Presentation is almost stripped bare. The majority of walls and objects are monochromatic with thin black outlines, with 3D objects projecting no shadows whatsoever. The effect is stark and may turn some players off, but it works with the Escher-esque navigation, and later areas start playing with color in both interesting and refreshing ways. In other words, if you keep at it, you shouldn’t be bored. Music and sounds are also minimalistic. Many of the rooms don’t have music at all, just odd sounds from nature, such as thunder or crickets chirping. The soundtrack seems tied to more revealing moments and larger accomplishments, becoming more noticeable and beautiful the deeper you delve. Again, some may find this polarizing compared to games with grand orchestras, obvious narratives, and realistic HD graphics, but I found true beauty in the simplicity.

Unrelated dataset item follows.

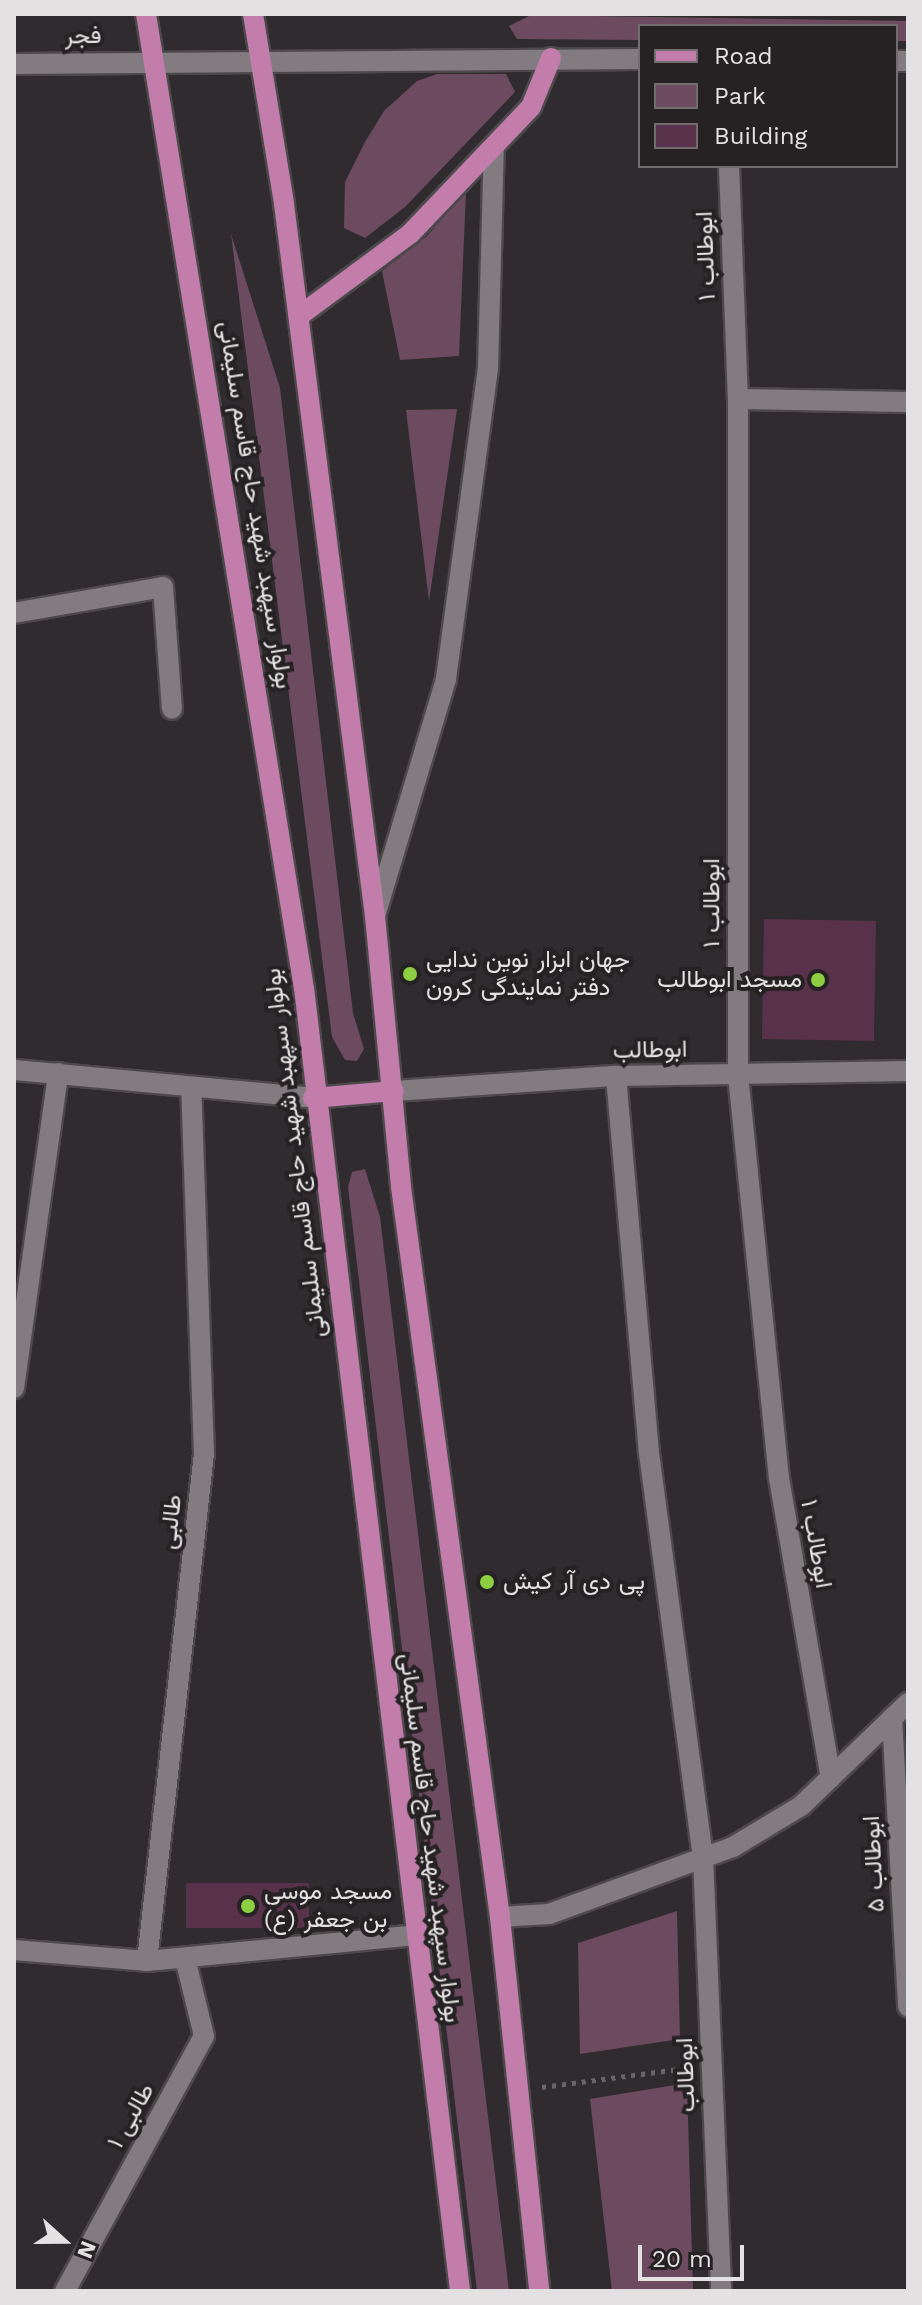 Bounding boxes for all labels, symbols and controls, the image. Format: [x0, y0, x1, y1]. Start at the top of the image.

Antichamber seriously rewarded me for my effort. Whenever I became stuck, I’d walk away or just explore until I’d slap myself and realize my own mistakes. It has a lot to teach and tell the deeper you go, and these payoffs are frequent enough that I recommend it for even casual gamers. It is special in that it exists outside the realm of gaming expectations, and finishing it makes you feel more accomplished than when you finish most boss fights. I highly recommend falling down this rabbit hole, but you might end up back where you jumped from. That’s a good thing.